MATERIAL PROVIDED below:

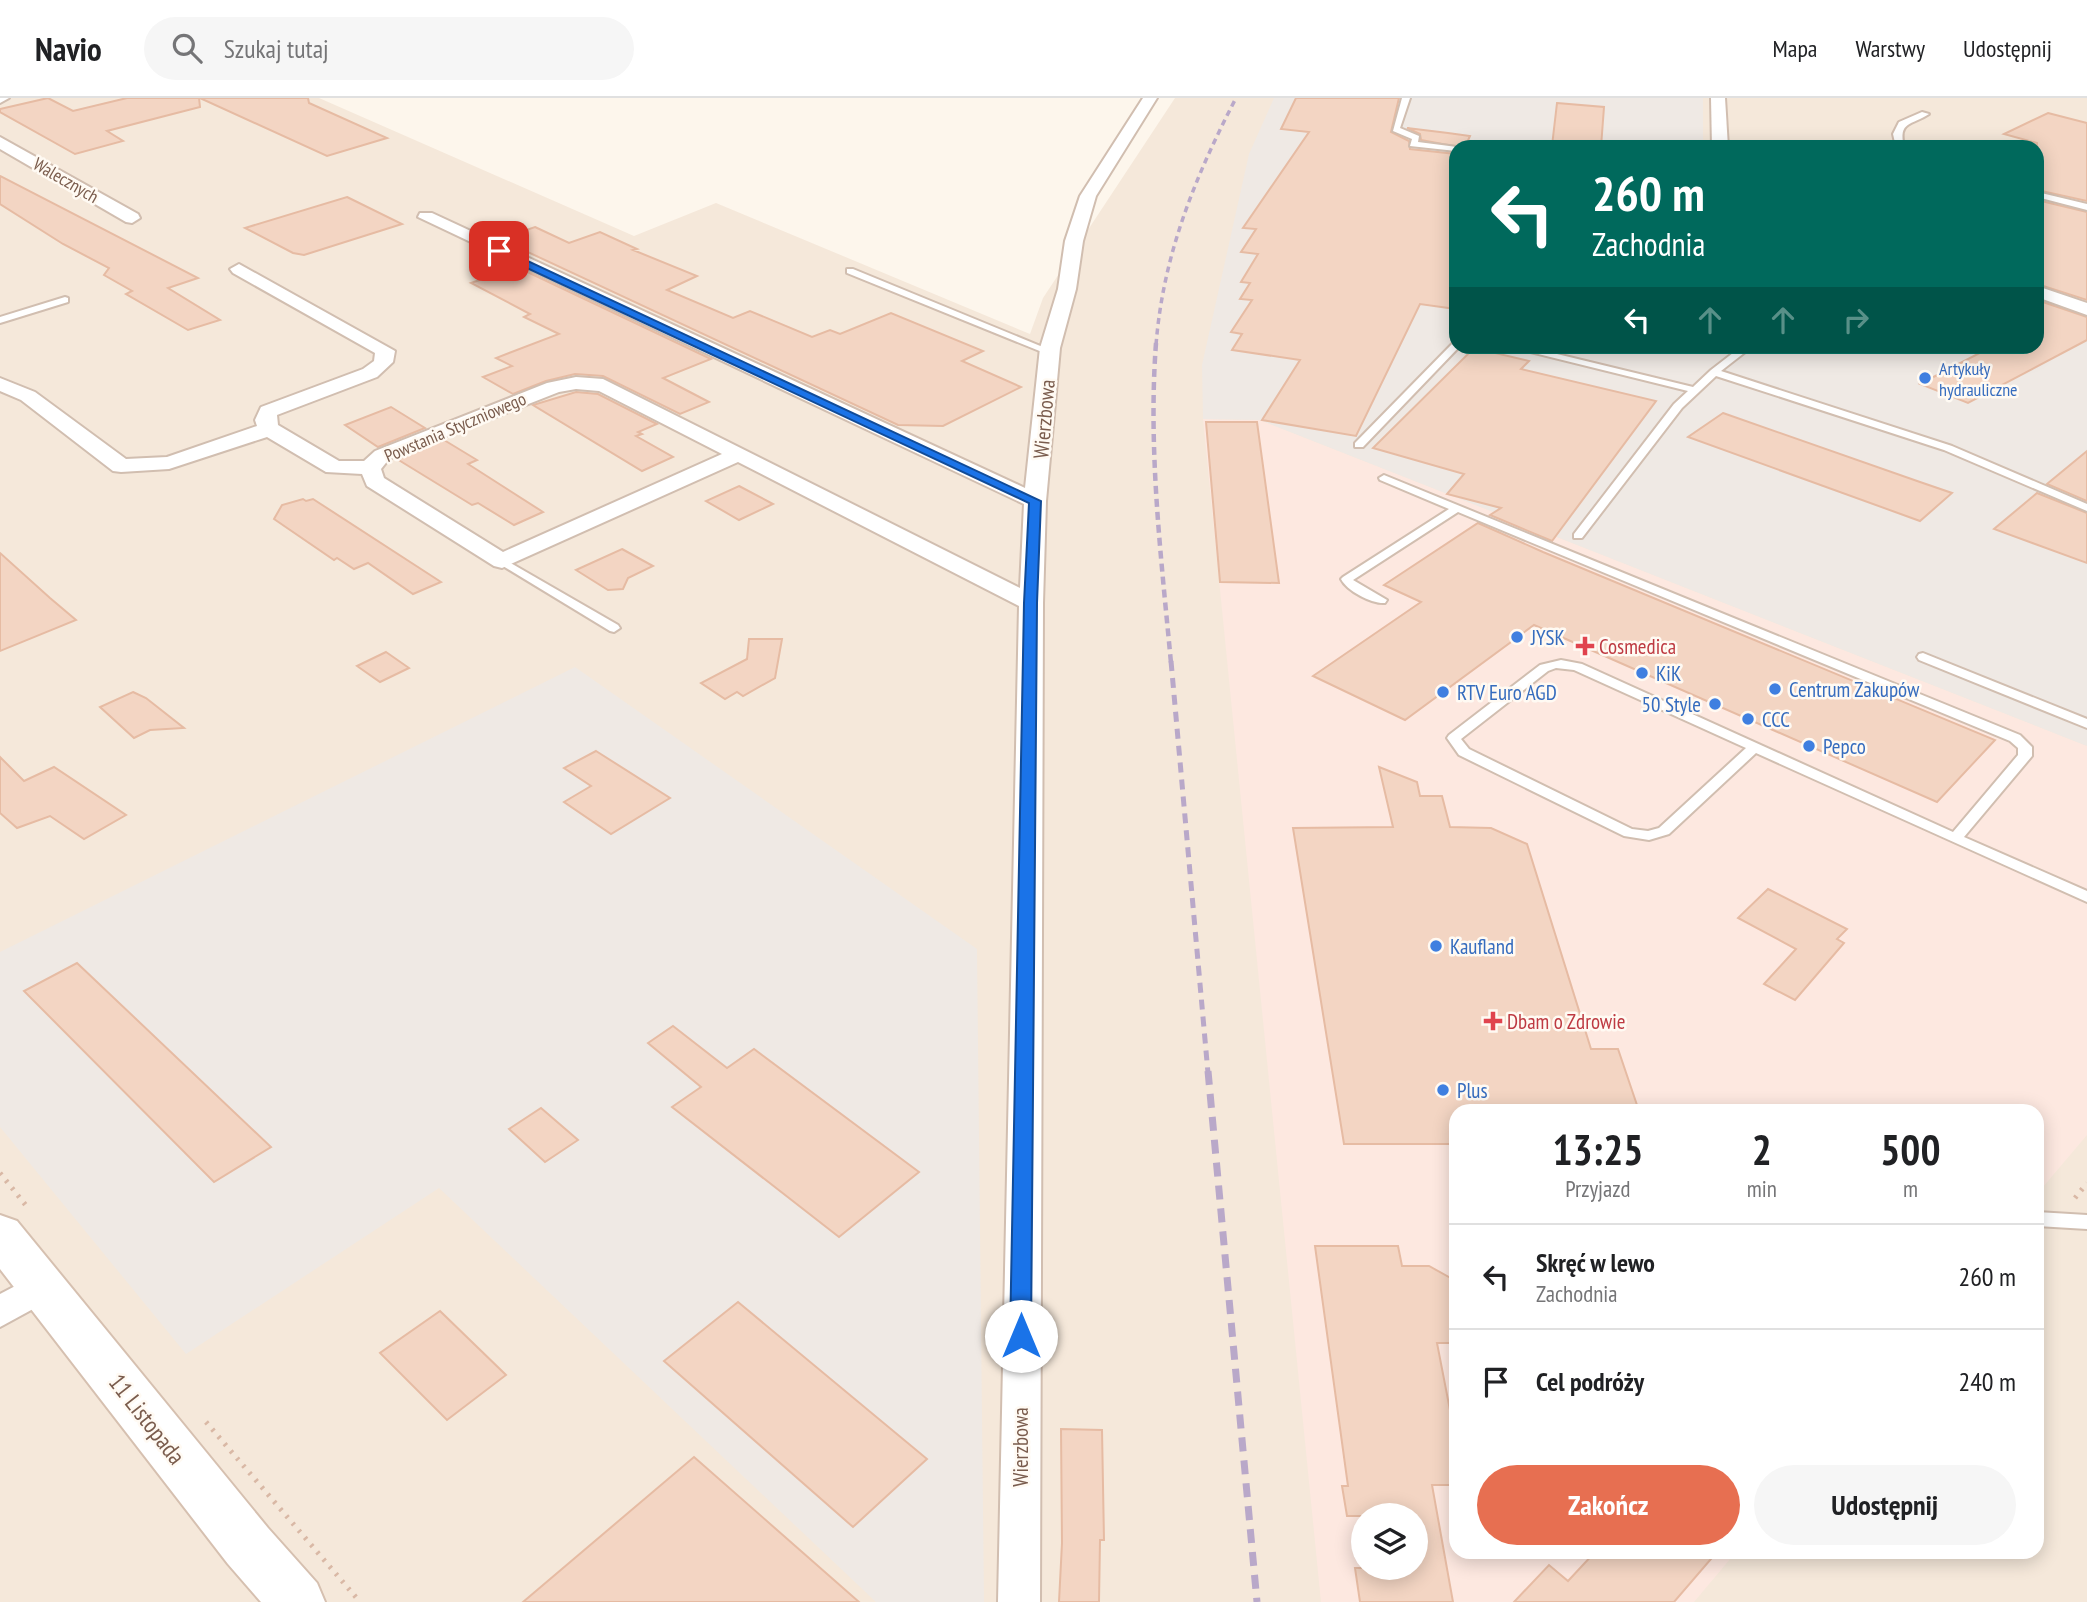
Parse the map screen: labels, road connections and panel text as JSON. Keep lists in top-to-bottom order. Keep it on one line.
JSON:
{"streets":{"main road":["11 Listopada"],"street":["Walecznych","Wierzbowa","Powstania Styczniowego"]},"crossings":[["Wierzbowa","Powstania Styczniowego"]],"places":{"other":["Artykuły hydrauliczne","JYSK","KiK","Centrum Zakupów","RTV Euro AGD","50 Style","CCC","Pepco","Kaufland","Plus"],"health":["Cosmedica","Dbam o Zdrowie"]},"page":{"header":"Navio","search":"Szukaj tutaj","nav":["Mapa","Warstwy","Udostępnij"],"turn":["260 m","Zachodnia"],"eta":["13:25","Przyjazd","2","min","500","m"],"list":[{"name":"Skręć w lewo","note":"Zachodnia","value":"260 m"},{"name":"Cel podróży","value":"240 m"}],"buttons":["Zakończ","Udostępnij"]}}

End of MATERIAL PROVIDED.

**EXERCISE AIM**
Without the pictures, repeat the listing above exactly.

**RESULT OF THE TASK**
Parse the map screen: labels, road connections and panel text as JSON. Keep lists in top-to-bottom order. Keep it on one line.
JSON:
{"streets":{"main road":["11 Listopada"],"street":["Walecznych","Wierzbowa","Powstania Styczniowego"]},"crossings":[["Wierzbowa","Powstania Styczniowego"]],"places":{"other":["Artykuły hydrauliczne","JYSK","KiK","Centrum Zakupów","RTV Euro AGD","50 Style","CCC","Pepco","Kaufland","Plus"],"health":["Cosmedica","Dbam o Zdrowie"]},"page":{"header":"Navio","search":"Szukaj tutaj","nav":["Mapa","Warstwy","Udostępnij"],"turn":["260 m","Zachodnia"],"eta":["13:25","Przyjazd","2","min","500","m"],"list":[{"name":"Skręć w lewo","note":"Zachodnia","value":"260 m"},{"name":"Cel podróży","value":"240 m"}],"buttons":["Zakończ","Udostępnij"]}}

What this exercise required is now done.